At least there will be plenty of domestic drones to keep an eye on those protesters, as reported by Tim Watts of The Intel Hub:
Did you know that a bill, HR 658, the FAA Air Transportation Modernization and Safety Improvement Act, has just passed both the House and the Senate that authorizes the use of 30,000 spy drones over America? Like the anti-Posse Comitatus NDAA legislation that passed in November, this bill was not widely reported by the mainstream media. Do not feel bad for not knowing about this, because, similar to the anti-Constitutional NDAA legislation, they purposefully tried to hide this from the American public. The corporate controlled mainstream media was once again complicit and was an integral accessory in this crime against “We the People.” The corporate mainstream media failed us all miserably once again. Think about the enormity of this for a second… 30-THOUSAND drones flying overhead surveilling the US. If you divide that by 50 states, that is 600 drones per state!

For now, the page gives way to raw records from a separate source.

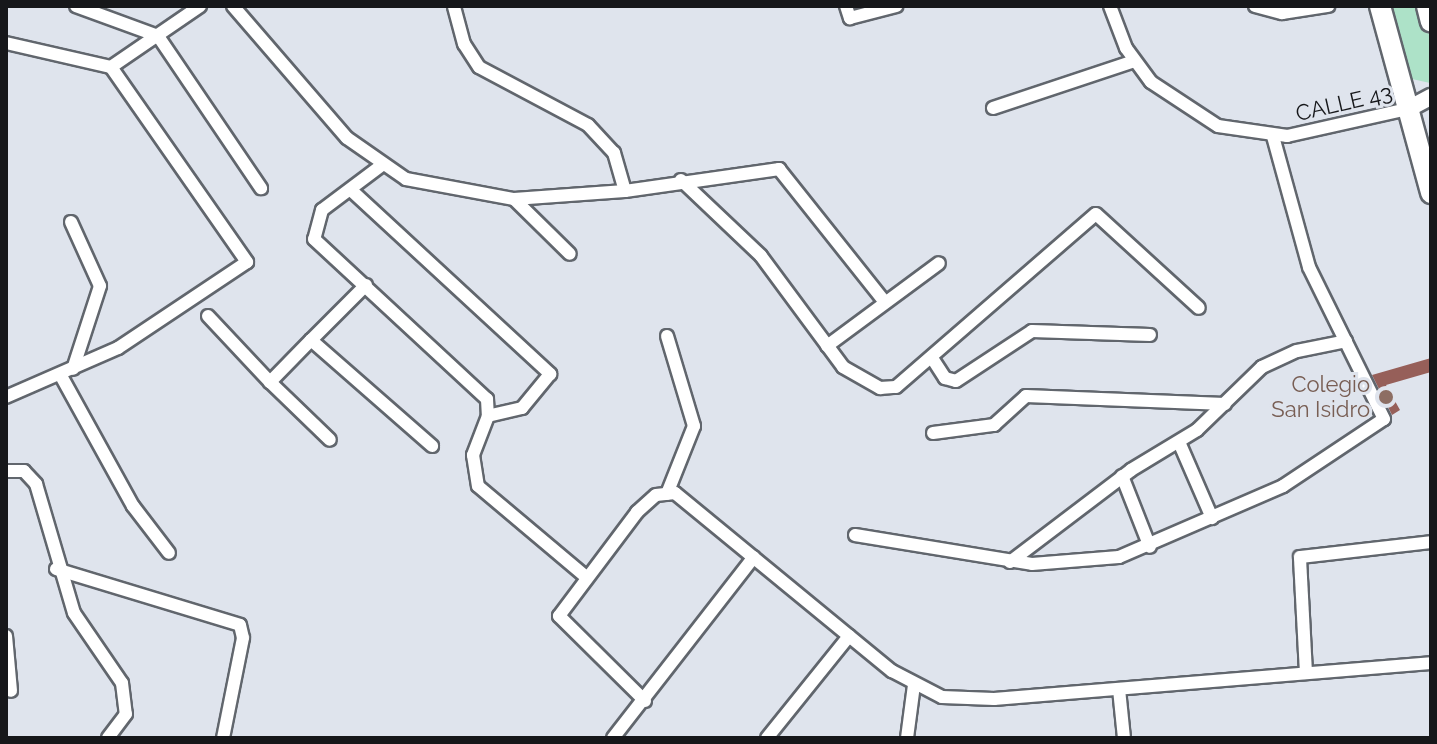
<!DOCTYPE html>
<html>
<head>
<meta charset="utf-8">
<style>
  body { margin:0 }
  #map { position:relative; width:1437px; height:744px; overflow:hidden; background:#dfe4ed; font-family:Raleway,sans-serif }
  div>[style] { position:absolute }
  .green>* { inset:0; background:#ade2c8 }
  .building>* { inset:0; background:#965f59 }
  .roads { filter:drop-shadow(2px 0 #61666d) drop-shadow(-2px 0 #61666d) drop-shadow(0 2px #61666d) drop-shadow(0 -2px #61666d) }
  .minor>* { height:12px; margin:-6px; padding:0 6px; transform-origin:6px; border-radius:6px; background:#fff }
  .tertiary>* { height:16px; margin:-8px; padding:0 8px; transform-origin:8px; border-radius:8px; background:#fff }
  .primary>* { height:20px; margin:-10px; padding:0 10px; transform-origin:10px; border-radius:10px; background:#fff }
  .dots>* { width:22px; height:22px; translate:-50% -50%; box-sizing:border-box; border:4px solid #dfe4ed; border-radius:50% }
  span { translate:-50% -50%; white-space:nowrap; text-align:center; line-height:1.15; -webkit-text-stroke:6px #dfe4ed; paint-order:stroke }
  .street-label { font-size:22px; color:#16171a }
  .education-label { font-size:22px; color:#785e54 }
  .right { translate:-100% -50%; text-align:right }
  .frame { position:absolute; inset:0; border:8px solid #16171a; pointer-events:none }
</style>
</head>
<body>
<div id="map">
  <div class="green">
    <i style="clip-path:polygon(1391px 6px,1421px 6px,1431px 42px,1430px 83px,1412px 79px)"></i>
  </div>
  <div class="building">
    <i style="clip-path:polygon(1431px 358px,1431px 372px,1386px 385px,1400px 410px,1392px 415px,1372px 375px)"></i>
  </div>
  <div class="roads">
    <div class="minor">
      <i style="left:76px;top:6px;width:87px;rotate:20.1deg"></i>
      <i style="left:158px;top:36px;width:184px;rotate:55.9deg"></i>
      <i style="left:233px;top:6px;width:174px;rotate:49.2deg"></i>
      <i style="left:347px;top:138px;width:72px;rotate:34.8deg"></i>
      <i style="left:406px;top:179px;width:110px;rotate:10.5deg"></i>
      <i style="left:514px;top:199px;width:111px;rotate:-4.1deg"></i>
      <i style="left:625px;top:191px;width:40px;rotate:-106deg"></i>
      <i style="left:614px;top:153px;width:38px;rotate:-133deg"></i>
      <i style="left:588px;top:125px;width:123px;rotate:-152deg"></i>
      <i style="left:479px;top:67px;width:27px;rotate:-123deg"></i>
      <i style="left:464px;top:44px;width:39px;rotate:-105deg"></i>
      <i style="left:846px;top:6px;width:13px;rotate:72deg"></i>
      <i style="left:850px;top:18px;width:48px;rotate:-14.6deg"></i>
      <i style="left:1110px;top:6px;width:45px;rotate:69.1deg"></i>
      <i style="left:1126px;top:48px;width:42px;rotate:53.7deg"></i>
      <i style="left:1151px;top:82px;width:80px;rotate:33.3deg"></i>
      <i style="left:1218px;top:126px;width:70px;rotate:8.2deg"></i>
      <i style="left:1287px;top:136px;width:124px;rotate:-12.6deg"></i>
      <i style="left:1255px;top:6px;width:28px;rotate:15deg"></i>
      <i style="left:1282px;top:13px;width:47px;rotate:-8.7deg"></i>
      <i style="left:6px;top:43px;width:108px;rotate:12.9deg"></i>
      <i style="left:111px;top:67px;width:238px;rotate:55.1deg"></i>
      <i style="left:247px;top:262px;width:155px;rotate:146.3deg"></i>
      <i style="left:118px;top:348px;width:122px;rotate:156.4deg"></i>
      <i style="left:111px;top:67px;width:108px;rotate:-34.4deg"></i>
      <i style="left:993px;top:108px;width:149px;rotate:-18.4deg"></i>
      <i style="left:382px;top:165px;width:75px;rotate:143.1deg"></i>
      <i style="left:322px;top:210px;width:30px;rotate:105deg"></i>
      <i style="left:314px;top:239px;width:236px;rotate:42.8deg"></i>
      <i style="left:487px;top:399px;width:17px;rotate:87deg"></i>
      <i style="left:488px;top:416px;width:42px;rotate:111deg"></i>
      <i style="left:473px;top:455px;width:31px;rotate:81deg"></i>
      <i style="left:478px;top:486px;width:140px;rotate:40.1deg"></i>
      <i style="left:681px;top:180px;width:110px;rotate:43.5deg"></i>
      <i style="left:761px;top:256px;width:138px;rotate:53.5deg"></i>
      <i style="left:843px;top:367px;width:43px;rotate:29.6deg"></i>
      <i style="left:880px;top:388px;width:16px;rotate:-4deg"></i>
      <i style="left:896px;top:387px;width:264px;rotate:-40.9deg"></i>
      <i style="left:1096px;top:214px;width:139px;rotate:42.4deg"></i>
      <i style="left:352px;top:191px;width:270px;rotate:42.7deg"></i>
      <i style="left:550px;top:374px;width:44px;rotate:129.5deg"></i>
      <i style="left:522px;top:408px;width:35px;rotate:167deg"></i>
      <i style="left:625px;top:191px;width:156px;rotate:-8.1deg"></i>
      <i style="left:779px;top:169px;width:169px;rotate:51.5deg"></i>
      <i style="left:514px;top:199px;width:78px;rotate:44.5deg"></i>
      <i style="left:71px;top:222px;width:70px;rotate:65.6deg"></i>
      <i style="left:100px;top:286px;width:87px;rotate:108deg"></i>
      <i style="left:366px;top:285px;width:78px;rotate:135deg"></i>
      <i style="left:311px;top:340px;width:161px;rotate:41.2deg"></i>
      <i style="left:208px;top:316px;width:91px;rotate:46.8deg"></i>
      <i style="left:667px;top:336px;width:94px;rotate:73.3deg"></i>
      <i style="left:694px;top:426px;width:73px;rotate:111.7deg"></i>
      <i style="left:311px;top:340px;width:59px;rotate:134.3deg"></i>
      <i style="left:270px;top:382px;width:83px;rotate:44deg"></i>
      <i style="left:827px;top:346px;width:139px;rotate:-36.5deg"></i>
      <i style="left:932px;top:358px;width:24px;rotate:57deg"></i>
      <i style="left:945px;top:378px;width:11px;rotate:15deg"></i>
      <i style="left:956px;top:381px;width:91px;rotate:-33.3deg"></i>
      <i style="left:1032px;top:331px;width:118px;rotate:1.9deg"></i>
      <i style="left:60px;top:374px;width:151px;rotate:61.1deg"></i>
      <i style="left:133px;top:506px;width:59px;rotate:52.5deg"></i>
      <i style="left:933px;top:433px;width:62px;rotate:-7.5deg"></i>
      <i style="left:994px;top:425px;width:43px;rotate:-42.2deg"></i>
      <i style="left:1026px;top:396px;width:199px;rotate:2.3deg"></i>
      <i style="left:1179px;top:442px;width:83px;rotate:66.5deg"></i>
      <i style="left:6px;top:471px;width:18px"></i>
      <i style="left:24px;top:471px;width:18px;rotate:47deg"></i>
      <i style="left:36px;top:484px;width:134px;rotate:73.6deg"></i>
      <i style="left:74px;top:613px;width:85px;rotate:55.6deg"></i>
      <i style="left:122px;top:683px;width:31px;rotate:83deg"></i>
      <i style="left:126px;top:714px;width:30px;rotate:127deg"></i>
      <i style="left:1122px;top:476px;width:76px;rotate:68.5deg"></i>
      <i style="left:855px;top:535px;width:179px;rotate:9.3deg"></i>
      <i style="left:1032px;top:564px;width:87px;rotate:-4.6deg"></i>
      <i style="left:1119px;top:557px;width:179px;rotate:-23.4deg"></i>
      <i style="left:1283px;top:486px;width:121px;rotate:-33.6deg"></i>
      <i style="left:1384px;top:419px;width:169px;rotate:-116.3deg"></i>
      <i style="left:1309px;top:267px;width:136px;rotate:-105.4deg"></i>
      <i style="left:1010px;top:562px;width:152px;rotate:-37.2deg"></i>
      <i style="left:1131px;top:470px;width:77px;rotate:-31.2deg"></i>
      <i style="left:1197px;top:430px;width:91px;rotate:-44.1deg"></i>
      <i style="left:1262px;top:367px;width:38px;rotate:-25deg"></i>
      <i style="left:1297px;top:351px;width:50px;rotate:-11.5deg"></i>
      <i style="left:56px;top:569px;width:192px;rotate:16.9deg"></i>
      <i style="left:240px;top:625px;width:13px;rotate:77deg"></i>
      <i style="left:243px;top:638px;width:102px;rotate:101.3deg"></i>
      <i style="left:6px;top:636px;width:55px;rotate:84.8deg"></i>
      <i style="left:1306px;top:673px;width:116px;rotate:-93deg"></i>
      <i style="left:1300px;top:557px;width:132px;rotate:-6.5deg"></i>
      <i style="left:1119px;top:689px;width:49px;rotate:84.2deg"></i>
      <i style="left:645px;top:701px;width:121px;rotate:-135.3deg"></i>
      <i style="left:559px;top:616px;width:130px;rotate:-53.1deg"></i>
      <i style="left:637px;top:512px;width:25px;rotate:-42deg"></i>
      <i style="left:656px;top:495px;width:19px;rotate:-6deg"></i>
      <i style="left:675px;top:493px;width:281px;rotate:39.4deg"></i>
      <i style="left:892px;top:671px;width:56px;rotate:27.5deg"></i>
      <i style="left:942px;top:697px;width:52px;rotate:2.2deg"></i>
      <i style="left:994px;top:699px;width:438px;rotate:-4.7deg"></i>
      <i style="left:613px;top:738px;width:229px;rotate:-52.1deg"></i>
      <i style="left:767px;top:738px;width:131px;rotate:-51.2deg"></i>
      <i style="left:907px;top:738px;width:53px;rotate:-82.5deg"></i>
    </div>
    <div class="tertiary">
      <i style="left:1408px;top:109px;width:26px;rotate:-28deg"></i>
    </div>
    <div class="primary">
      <i style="left:1380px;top:6px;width:194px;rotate:74.7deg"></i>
      <i style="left:1427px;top:6px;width:16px;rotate:76deg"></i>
    </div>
  </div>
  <div class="dots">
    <i style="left:1386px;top:397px;background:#8d6e63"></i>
  </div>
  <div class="street-label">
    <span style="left:1344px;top:103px;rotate:-13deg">CALLE 43</span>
  </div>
  <div class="education-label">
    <span class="right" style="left:1370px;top:397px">Colegio<br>San Isidro</span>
  </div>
  <div class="frame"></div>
</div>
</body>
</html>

I think that Rachel and Tim are getting a bit carried away, of course because this huge mushrooming industry is an antidote to the unemployment problem. We are quietly employing America's people by hiring them to spy on each other. Perhaps we'll soon reach a happy equilibrium where there's one American spy for every American non-spy. Or something like that. Or perhaps I'm overstating my case. I can't actually prove that American law enforcement/military personnel are spying on U.S. citizens or that they are doing this from the United States. James Bamford of Wired explains:
For example, NSA can intercept millions of domestic communications and store them in a data center like Bluffdale and still be able to say it has not “intercepted” any domestic communications. This is because of its definition of the word. “Intercept,” in NSA’s lexicon, only takes place when the communications are “processed” “into an intelligible form intended for human inspection,” not as they pass through NSA listening posts and transferred to data warehouses. Complicating matters is the senseless scenario made up for the questioning by Congress, which makes it difficult to make sense of his answers, especially since many seem very parsed, qualified, and surrounded in garbled syntax. That scenario involved NSA targeting U.S. citizens for making fun of a President Dick Cheney for shooting a fellow hunter in the face with a shotgun, and then the fun-makers being waterboarded for their impertinence. Asked whether the NSA has the capability of monitoring the communications of Americans, he never denies it – he simply says, time and again, that NSA can’t do it “in the United States.” In other words it can monitor those communications from satellites in space, undersea cables, or from one of its partner countries, such as Canada or Britain, all of which it has done in the past.